30 DECEMBER 1932, Page 12

Memory

ALONG the kerb where chestnuts young Spread late-hung leaves in layers green, And light their candles, dies the noise, And the rain softly falls.

No step, no sound, an empty road, Where sentinels of silent spring Flank either side its solitude, And the rain softly falls.

Each tree so far apart, a torch Of green reproof against the grey. Glistens the asphalt of the path, And the rain softly falls.

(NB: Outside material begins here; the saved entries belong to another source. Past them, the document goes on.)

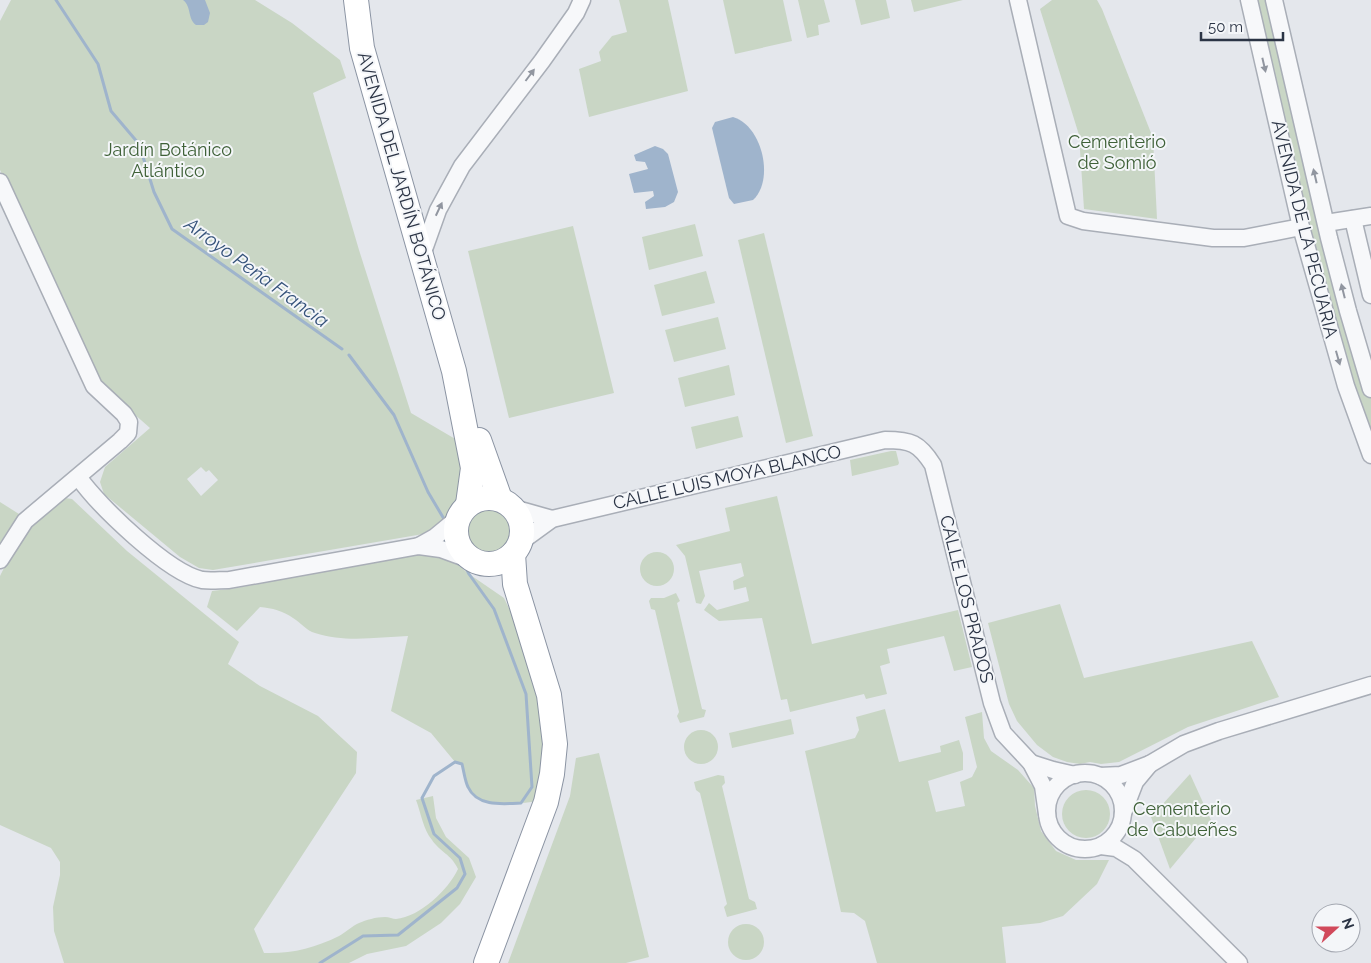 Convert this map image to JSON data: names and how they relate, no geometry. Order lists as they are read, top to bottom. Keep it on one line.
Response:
{"streets":{"highway":["AVENIDA DEL JARDÍN BOTÁNICO"],"street":["AVENIDA DE LA PECUARIA","CALLE LUIS MOYA BLANCO","CALLE LOS PRADOS"]},"crossings":[["AVENIDA DEL JARDÍN BOTÁNICO","CALLE LUIS MOYA BLANCO"],["CALLE LUIS MOYA BLANCO","CALLE LOS PRADOS"]],"water":["Arroyo Peña Francia"],"parks":["Cementerio de Somió","Jardín Botánico Atlántico","Cementerio de Cabueñes"],"scale_bar":"50 m","north":"right"} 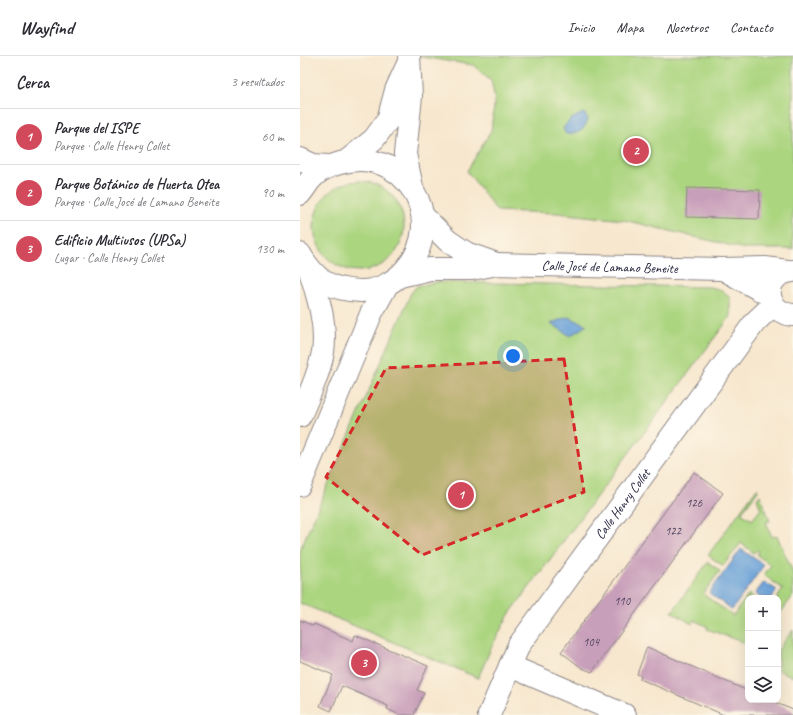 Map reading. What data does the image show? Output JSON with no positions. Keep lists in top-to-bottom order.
{
  "streets": {
    "street": ["Calle José de Lamano Beneite", "Calle Henry Collet"]
  },
  "crossings": [
    ["Calle José de Lamano Beneite", "Calle Henry Collet"]
  ],
  "house_numbers": [
    "126",
    "122",
    "110",
    "104"
  ],
  "page": {
    "header": "Wayfind",
    "nav": [
      "Inicio",
      "Mapa",
      "Nosotros",
      "Contacto"
    ],
    "heading": ["Cerca", "3 resultados"],
    "list": [
      {
        "mark": "1",
        "name": "Parque del ISPE",
        "note": "Parque · Calle Henry Collet",
        "value": "60 m"
      },
      {
        "mark": "2",
        "name": "Parque Botánico de Huerta Otea",
        "note": "Parque · Calle José de Lamano Beneite",
        "value": "90 m"
      },
      {
        "mark": "3",
        "name": "Edificio Multiusos (UPSa)",
        "note": "Lugar · Calle Henry Collet",
        "value": "130 m"
      }
    ],
    "pins": ["2", "1", "3"],
    "map_buttons": ["+", "−"]
  }
} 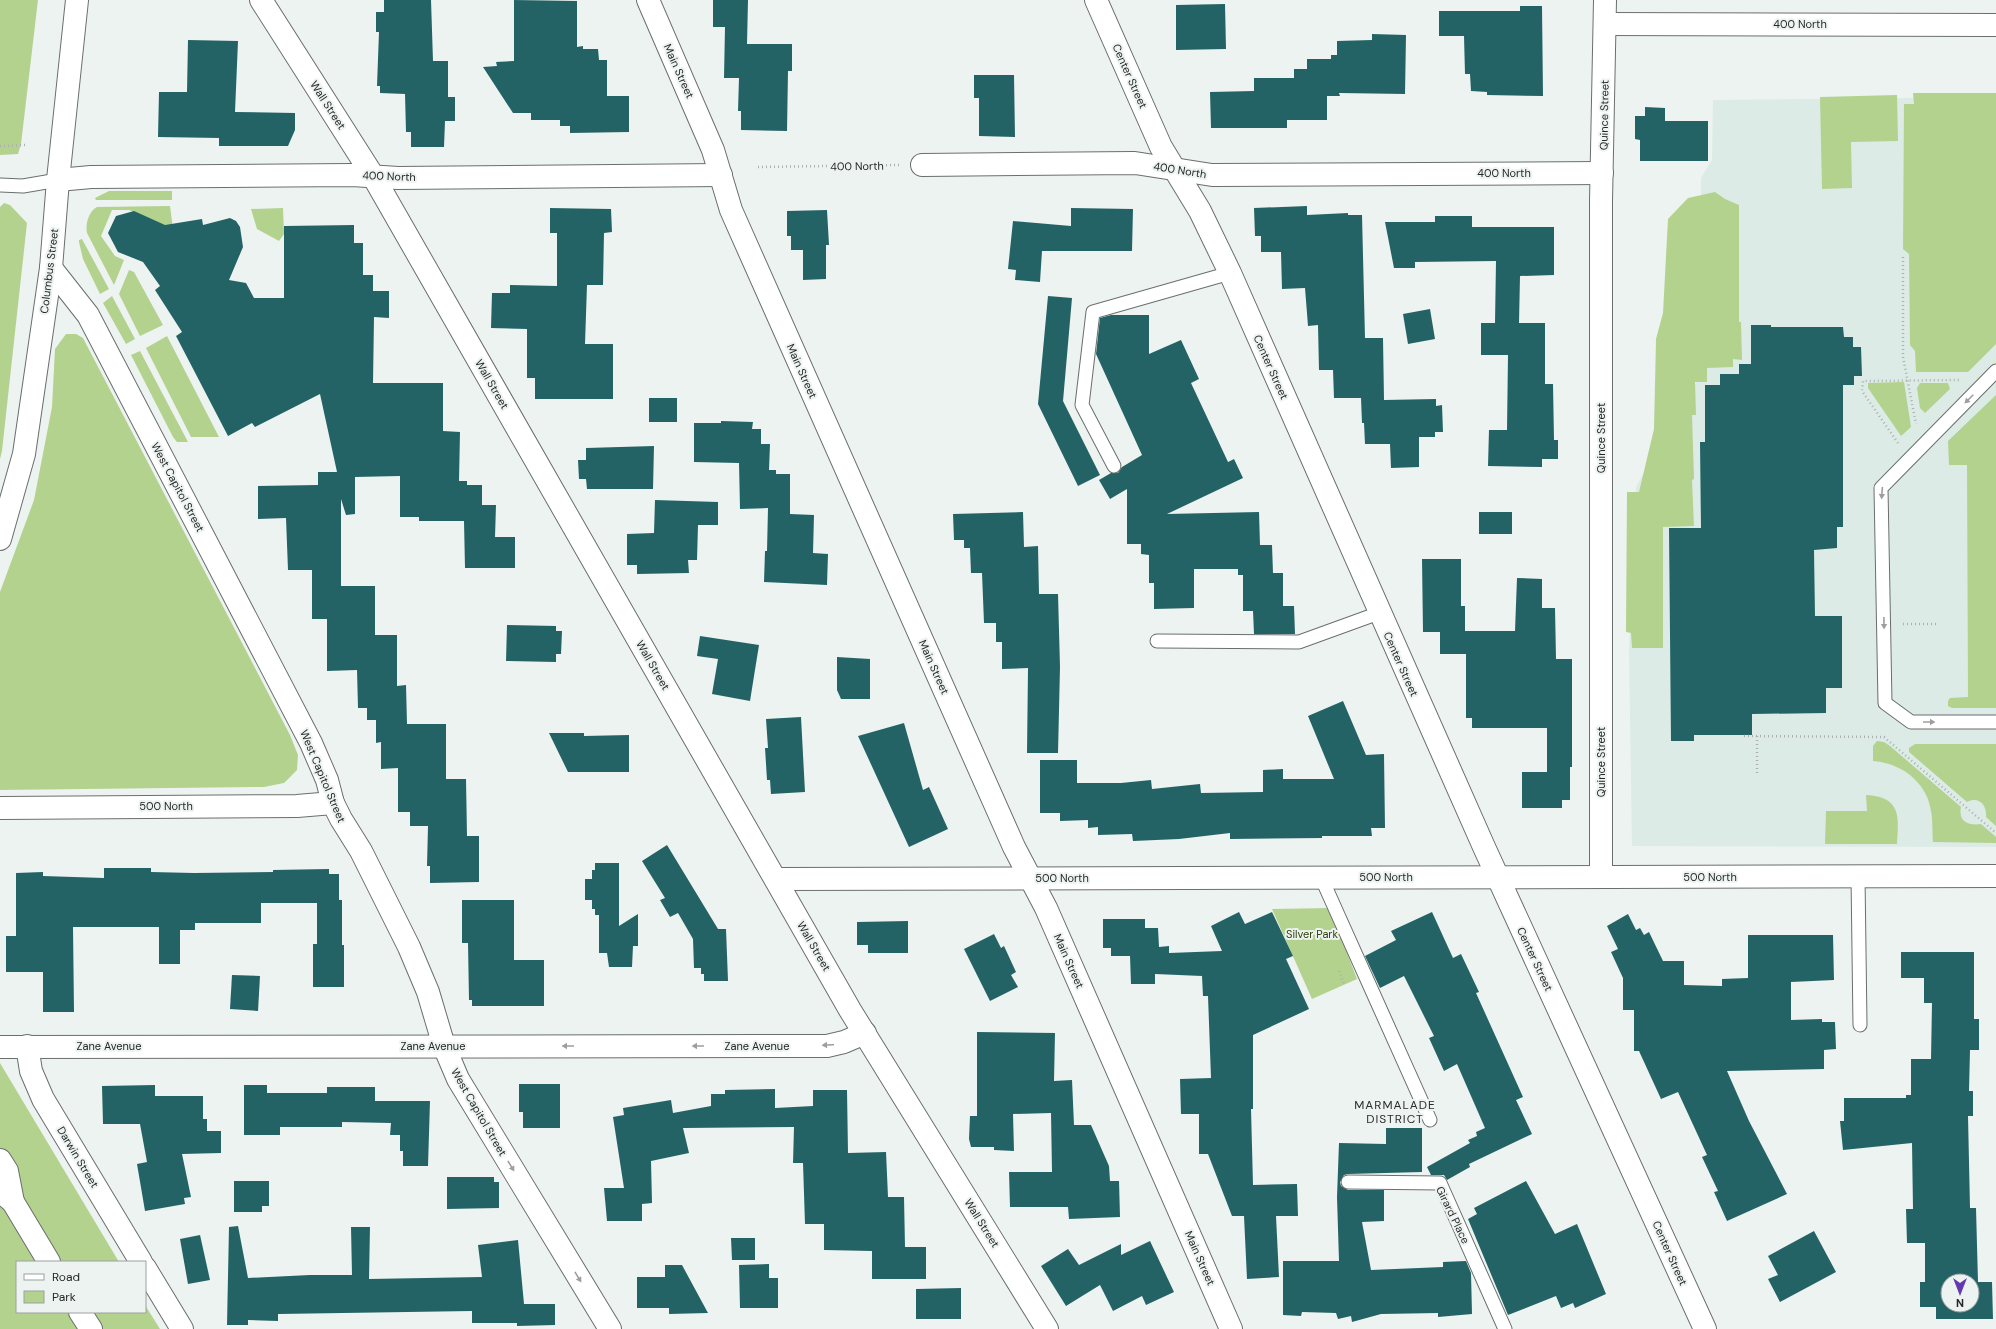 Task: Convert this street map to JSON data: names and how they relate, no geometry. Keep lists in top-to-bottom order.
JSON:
{
  "streets": {
    "street": [
      "400 North",
      "Main Street",
      "Center Street",
      "Wall Street",
      "Quince Street",
      "Columbus Street",
      "West Capitol Street",
      "500 North",
      "Zane Avenue",
      "Darwin Street"
    ],
    "lane": ["Girard Place"]
  },
  "crossings": [
    ["400 North", "Main Street"],
    ["400 North", "Center Street"],
    ["400 North", "Wall Street"],
    ["400 North", "Quince Street"],
    ["400 North", "Columbus Street"],
    ["Main Street", "500 North"],
    ["Center Street", "500 North"],
    ["Wall Street", "500 North"],
    ["Wall Street", "Zane Avenue"],
    ["Quince Street", "500 North"],
    ["Columbus Street", "West Capitol Street"],
    ["West Capitol Street", "500 North"],
    ["West Capitol Street", "Zane Avenue"],
    ["Zane Avenue", "Darwin Street"]
  ],
  "one_way": ["Zane Avenue"],
  "districts": ["MARMALADE DISTRICT"],
  "parks": ["Silver Park"],
  "legend": ["Road", "Park"],
  "north": "bottom"
} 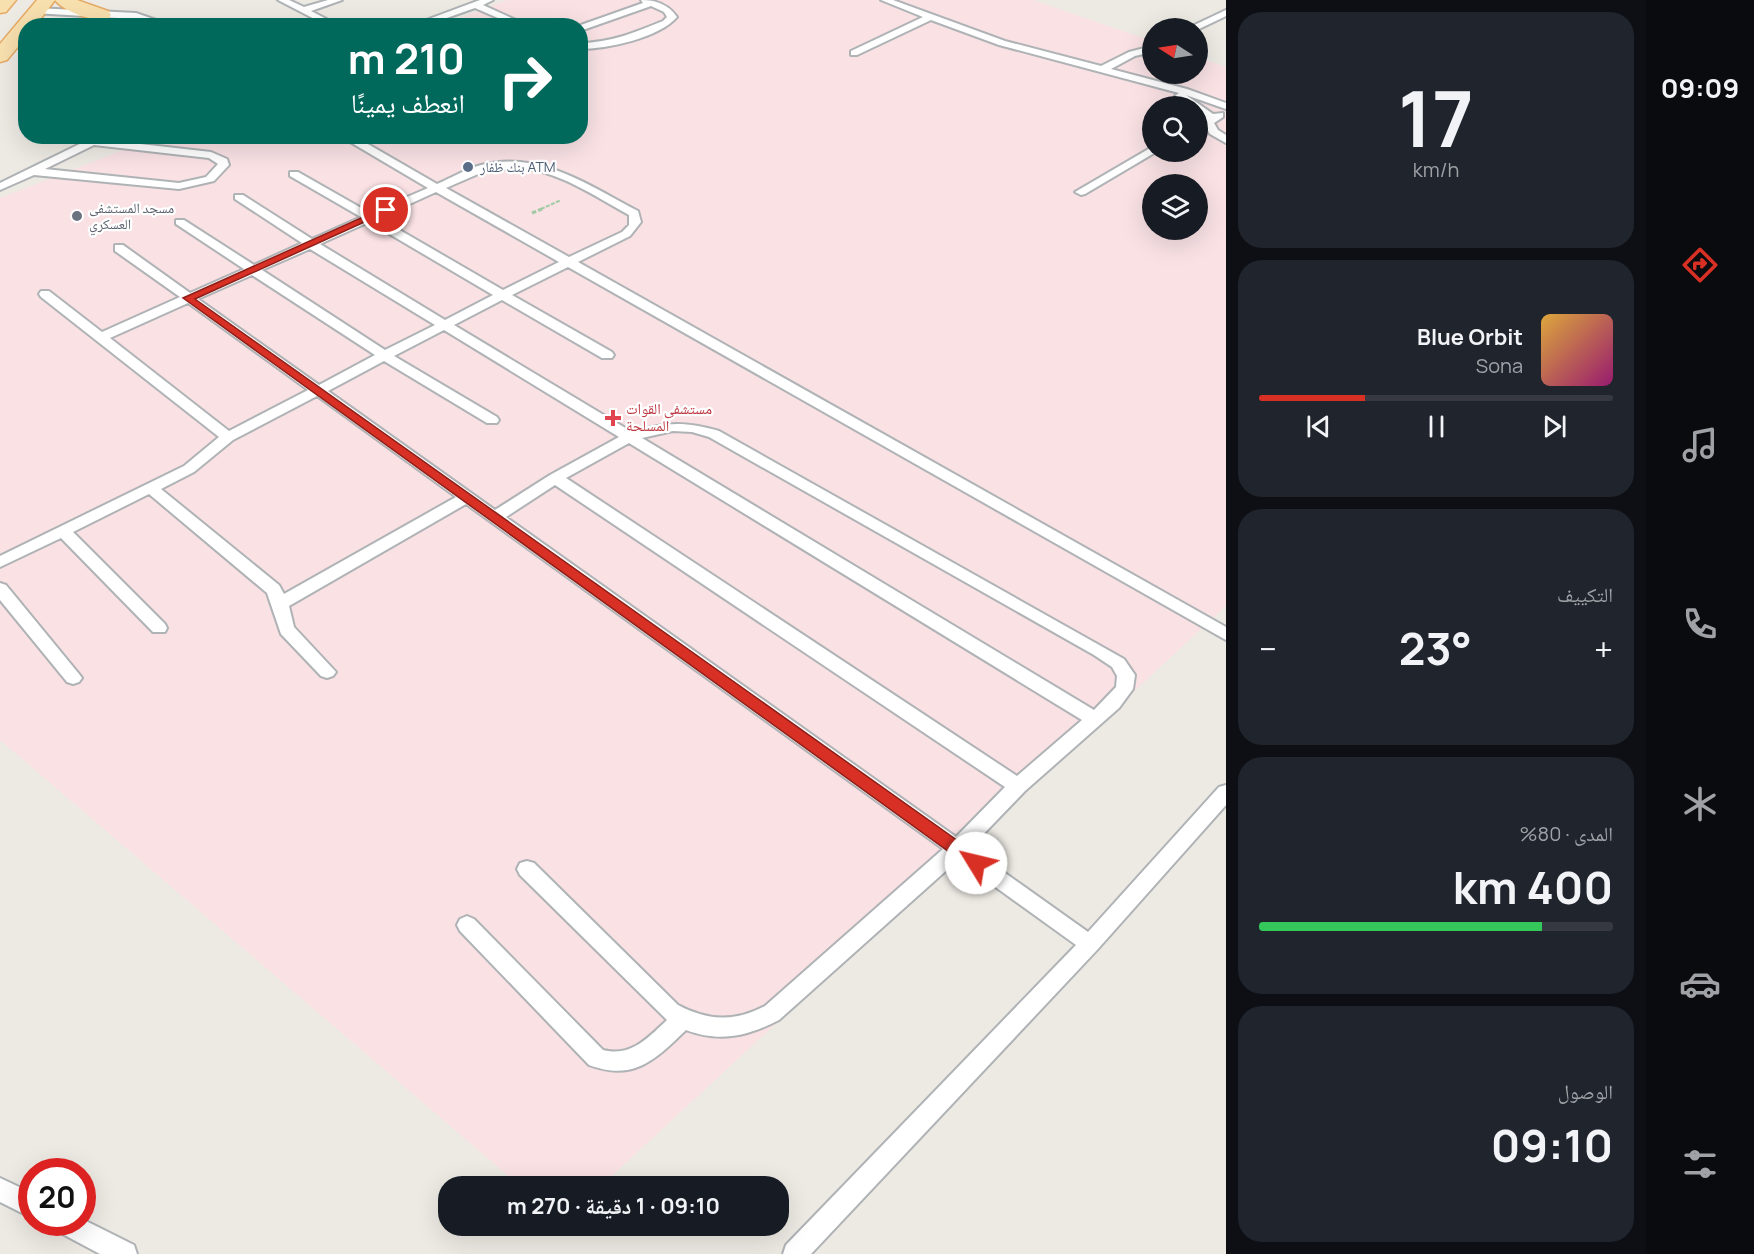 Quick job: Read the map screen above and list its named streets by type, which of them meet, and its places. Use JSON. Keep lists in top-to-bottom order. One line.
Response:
{"places":{"other":["بنك ظفار ATM","مسجد المستشفى العسكري"],"health":["مستشفى القوات المسلحة"]},"north":"left","page":{"tabs":"09:09","tile":[["17","km/h"],"التكييف",["المدى · 80%","400 km"],["الوصول","09:10"]],"turn":["210 m","انعطف يمينًا"],"song":["Blue Orbit","Sona"],"heat":["−","23°","+"],"limit":"20","trip":"09:10 · 1 دقيقة · 270 m"}}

Calmer than any field at dawn A patch of emerald-fading sky Borders upon a saffron creek, And the rain softly falls.

One star afloat upon the creek. A tuft of grass athwart a wall Drinks up the bounty offered it, And the rain softly falls.

Is this to love, to watch that light Lit in a house so much the same As all its neighbours? Dusk creeps up, And the rain softly falls.

One street away a laggard tram Lurches unevenly along, Its echo dies, footsteps draw near, And the rain softly falls.

Quick tread, unknown, unheeded come, Unheeding gone, in haste to go, Never again to meet, it fades, And the rain softly falls.

Pass stranger, with incurious eye Fixed to the earth : though beauty's here She needs no witness. The leaves drip, And the rain softly falls. MONK GIBBON.